Throughout, each chapter closes with a bibliographical guide and proofs for the most part are relegated to the appendices, a strategy which contributes significantly to readability.
Many of the results are recently-developed, especially those on microstructure noise and irregular sampling, and the authors borrow heavily (but not unreasonably) from their own published work, which has been substantial. Reflecting the bulk of known results, the presentation tends to focus on the univariate case, although multivariate extensions are presented where possible. The relative lack of multivariate results may be a minor disappointment to practitioners, whose interest is as often in multivariate as univariate results, although it is largely unavoidable given the complexity of the material and the developing nature of the field. It would also have been interesting to see more material on finite-sample results given that this is ultimately the situation that applies in practice, although again this is difficult given the case-by-case nature of such results, which essentially necessitate a topic of their own. Also interesting would have been a treatment of intra-day features, such as the fact that markets exhibit varying degrees of trading activity and liquidity during the day, which at the microscopic level may have consequences for the inference. It is worth noting too that the treatment is mostly non-parametric which means that some work is required of the reader to pin down what the “total squared size” of the realized volatility estimator actually represents; for instance, how it enables to answer simple questions such as posed at the beginning of this review.
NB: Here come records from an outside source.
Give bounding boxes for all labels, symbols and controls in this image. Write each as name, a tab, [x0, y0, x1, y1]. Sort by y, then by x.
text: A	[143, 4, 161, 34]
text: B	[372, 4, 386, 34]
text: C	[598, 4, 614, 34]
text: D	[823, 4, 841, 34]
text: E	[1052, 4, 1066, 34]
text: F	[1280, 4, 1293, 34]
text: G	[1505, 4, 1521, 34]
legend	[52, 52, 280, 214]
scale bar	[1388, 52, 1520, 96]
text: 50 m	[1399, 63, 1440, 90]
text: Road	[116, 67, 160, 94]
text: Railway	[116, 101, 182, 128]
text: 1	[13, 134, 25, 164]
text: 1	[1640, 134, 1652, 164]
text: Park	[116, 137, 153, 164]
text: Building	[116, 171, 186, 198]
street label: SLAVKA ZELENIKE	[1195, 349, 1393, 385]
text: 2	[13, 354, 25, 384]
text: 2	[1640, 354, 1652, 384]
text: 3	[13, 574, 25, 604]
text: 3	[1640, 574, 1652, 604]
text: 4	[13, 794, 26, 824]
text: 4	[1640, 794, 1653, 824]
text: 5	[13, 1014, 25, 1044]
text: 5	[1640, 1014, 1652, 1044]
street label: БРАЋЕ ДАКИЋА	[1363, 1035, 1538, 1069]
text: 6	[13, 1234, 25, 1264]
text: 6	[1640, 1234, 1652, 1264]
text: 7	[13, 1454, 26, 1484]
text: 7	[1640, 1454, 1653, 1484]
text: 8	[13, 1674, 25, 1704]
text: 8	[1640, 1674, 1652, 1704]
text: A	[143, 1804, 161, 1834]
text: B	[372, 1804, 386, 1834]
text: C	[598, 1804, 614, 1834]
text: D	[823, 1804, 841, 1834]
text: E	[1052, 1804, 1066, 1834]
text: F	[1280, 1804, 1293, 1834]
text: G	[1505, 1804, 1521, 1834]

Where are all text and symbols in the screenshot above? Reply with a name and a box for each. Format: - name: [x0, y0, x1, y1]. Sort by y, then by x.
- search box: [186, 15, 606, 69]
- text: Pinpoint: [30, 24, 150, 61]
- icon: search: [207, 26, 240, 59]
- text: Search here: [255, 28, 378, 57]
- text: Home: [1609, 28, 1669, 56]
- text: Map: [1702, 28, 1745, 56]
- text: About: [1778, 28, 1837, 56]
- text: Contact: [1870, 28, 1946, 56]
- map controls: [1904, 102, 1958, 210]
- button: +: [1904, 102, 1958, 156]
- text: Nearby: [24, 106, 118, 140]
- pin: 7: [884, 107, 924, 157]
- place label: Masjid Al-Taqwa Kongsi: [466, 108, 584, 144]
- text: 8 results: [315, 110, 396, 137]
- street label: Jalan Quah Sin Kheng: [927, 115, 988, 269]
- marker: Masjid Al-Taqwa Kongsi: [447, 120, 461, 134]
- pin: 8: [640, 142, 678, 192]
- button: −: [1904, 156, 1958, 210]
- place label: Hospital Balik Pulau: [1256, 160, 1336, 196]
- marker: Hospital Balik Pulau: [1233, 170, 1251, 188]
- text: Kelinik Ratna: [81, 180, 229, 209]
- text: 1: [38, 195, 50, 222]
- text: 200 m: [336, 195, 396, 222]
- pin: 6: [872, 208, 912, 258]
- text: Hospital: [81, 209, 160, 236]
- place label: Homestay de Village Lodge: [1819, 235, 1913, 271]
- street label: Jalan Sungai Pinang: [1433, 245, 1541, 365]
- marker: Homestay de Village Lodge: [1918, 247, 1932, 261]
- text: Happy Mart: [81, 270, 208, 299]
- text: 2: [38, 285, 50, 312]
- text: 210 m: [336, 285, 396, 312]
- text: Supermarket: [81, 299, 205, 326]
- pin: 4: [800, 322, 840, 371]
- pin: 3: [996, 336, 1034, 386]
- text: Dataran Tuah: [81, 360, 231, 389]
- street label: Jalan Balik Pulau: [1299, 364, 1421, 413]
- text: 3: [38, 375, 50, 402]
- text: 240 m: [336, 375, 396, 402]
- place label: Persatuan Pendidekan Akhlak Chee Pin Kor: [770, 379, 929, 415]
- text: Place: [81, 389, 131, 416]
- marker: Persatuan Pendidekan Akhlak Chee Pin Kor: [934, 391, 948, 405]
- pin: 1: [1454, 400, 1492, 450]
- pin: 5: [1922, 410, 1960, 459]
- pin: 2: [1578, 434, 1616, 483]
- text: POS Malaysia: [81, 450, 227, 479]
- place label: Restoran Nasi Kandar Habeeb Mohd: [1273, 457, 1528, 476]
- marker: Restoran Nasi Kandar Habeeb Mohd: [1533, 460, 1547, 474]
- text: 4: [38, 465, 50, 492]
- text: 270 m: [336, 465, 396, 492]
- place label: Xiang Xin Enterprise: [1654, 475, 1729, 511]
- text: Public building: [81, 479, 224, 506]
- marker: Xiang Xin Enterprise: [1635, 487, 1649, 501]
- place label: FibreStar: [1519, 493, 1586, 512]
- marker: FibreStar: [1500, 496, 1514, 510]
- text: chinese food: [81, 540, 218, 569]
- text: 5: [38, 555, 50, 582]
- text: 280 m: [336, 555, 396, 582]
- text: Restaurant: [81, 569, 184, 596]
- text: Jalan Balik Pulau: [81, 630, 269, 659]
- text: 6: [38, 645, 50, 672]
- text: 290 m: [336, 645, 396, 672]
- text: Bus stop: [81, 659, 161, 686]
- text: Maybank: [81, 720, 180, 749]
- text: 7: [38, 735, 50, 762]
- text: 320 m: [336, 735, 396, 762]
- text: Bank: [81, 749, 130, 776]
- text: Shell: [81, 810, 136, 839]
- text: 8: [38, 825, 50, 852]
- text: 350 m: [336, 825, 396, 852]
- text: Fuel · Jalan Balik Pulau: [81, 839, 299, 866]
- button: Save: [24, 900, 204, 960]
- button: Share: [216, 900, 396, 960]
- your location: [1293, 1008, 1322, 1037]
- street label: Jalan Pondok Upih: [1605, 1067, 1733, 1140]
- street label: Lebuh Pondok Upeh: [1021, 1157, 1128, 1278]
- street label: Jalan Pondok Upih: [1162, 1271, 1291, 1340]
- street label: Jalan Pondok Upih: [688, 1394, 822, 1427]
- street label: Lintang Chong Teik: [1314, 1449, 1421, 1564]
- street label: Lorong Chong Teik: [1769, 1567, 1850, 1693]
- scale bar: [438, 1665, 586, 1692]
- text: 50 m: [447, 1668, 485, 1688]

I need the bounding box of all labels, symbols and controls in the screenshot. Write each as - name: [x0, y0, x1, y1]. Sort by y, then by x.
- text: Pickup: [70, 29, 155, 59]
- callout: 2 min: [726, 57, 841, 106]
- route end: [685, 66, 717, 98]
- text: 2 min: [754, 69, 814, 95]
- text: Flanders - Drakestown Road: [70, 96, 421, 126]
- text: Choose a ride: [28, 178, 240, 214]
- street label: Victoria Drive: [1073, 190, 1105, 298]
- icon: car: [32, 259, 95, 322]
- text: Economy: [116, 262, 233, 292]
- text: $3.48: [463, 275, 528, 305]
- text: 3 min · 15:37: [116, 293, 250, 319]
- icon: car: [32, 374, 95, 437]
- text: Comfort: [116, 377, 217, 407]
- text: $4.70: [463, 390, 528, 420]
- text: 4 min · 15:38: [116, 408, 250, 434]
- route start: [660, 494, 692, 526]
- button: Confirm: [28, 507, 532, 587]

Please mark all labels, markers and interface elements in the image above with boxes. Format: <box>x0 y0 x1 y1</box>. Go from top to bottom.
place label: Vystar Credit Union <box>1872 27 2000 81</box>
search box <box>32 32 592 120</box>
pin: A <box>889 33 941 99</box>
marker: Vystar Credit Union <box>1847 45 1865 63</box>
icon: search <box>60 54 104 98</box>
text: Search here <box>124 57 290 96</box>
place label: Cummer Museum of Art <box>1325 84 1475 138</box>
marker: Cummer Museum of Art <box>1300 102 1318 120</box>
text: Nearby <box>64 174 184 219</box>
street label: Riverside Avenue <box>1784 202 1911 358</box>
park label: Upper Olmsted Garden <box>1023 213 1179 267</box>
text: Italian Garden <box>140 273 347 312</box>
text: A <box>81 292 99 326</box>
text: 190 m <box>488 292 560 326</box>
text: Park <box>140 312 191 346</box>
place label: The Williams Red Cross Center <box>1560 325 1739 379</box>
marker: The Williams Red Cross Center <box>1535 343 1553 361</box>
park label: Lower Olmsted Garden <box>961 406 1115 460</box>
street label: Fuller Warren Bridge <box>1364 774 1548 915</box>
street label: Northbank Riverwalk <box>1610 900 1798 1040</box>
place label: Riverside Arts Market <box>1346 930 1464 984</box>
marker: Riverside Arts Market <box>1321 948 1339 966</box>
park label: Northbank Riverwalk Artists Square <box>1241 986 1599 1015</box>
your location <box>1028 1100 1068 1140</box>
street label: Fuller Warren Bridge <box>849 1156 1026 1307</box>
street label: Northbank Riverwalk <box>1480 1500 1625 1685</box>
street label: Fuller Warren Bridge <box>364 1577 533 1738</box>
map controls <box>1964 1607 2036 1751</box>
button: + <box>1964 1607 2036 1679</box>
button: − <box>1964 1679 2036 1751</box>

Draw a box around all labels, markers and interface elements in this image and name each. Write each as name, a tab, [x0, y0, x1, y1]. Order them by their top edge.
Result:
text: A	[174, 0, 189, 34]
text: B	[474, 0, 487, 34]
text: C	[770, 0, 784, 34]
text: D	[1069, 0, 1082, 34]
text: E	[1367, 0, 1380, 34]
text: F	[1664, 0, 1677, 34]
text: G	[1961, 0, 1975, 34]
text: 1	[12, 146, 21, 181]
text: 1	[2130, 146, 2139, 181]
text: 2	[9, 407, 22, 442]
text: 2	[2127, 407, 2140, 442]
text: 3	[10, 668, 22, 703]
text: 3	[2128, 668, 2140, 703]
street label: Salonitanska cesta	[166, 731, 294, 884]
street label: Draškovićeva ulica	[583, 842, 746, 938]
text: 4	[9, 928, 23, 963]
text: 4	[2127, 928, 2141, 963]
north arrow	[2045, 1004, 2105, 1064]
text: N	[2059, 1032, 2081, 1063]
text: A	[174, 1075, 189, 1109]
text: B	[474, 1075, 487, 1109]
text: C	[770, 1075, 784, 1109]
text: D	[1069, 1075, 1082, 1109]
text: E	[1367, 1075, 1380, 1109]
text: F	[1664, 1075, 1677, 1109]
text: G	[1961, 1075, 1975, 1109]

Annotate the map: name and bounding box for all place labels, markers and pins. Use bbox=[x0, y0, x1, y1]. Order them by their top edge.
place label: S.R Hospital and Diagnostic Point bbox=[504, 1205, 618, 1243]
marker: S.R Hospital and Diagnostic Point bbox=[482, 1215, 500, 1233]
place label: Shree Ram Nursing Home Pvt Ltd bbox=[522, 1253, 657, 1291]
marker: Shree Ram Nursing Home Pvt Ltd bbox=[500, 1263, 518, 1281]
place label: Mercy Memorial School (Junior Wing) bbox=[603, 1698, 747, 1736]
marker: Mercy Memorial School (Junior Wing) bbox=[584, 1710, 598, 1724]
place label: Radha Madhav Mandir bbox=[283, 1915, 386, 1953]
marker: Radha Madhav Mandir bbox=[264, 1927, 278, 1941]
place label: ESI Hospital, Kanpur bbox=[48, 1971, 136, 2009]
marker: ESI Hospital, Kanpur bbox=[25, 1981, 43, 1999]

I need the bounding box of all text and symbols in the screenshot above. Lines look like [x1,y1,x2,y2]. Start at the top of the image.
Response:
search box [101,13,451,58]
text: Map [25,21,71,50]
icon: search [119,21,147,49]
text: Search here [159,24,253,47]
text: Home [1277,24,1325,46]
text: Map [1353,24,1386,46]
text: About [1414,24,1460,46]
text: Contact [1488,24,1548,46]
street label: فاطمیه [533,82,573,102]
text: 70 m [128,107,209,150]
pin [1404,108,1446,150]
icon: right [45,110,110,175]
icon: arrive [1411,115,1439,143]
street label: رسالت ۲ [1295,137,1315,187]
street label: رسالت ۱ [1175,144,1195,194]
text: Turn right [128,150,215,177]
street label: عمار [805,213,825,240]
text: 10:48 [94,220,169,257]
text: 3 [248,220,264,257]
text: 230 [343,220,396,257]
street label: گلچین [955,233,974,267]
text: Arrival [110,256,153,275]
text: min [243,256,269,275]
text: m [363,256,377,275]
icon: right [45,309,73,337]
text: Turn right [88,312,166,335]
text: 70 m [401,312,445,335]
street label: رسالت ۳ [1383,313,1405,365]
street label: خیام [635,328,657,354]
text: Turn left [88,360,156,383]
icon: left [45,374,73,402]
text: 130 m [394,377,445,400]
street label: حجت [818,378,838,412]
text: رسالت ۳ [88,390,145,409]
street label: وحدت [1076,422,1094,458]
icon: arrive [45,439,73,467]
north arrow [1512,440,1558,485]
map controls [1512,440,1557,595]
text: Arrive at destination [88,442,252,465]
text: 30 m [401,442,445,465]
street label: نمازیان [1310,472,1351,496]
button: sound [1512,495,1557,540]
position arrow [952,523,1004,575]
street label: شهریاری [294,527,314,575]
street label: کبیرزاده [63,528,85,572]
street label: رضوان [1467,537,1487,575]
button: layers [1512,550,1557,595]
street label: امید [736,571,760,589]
The book is exceptionally well written and the pedagogical talent of the authors is clearly evident. It is evident too that careful thought was given to the presentation of ideas, which follow a logical progression, albeit with a minor caveat regarding the presentation in the first part, where material on market data and price formation is placed alongside mathematical material, causing a slight dissonance in the flow of ideas. While this partly reflects the challenges of a comprehensive exposition, needing in this case to bridge mathematics, econometrics and applied finance, the relative brevity of the non-technical sections means the material could perhaps have been placed in appendices. The presentation may also have been improved by introducing the basic estimator earlier in the book. These are however minor criticisms of what is overall a very readable and exceptionally informative book. To the reviewer’s knowledge the book represents the first exposition of such high-frequency econometric techniques, collecting into a single volume an extensive literature on these fascinating topics, and in this sense the scale and comprehensiveness of the coverage is especially impressive. Overall the book was a real pleasure to read and is highly recommended.

Conflicts of Interest

The author declares no conflict of interest.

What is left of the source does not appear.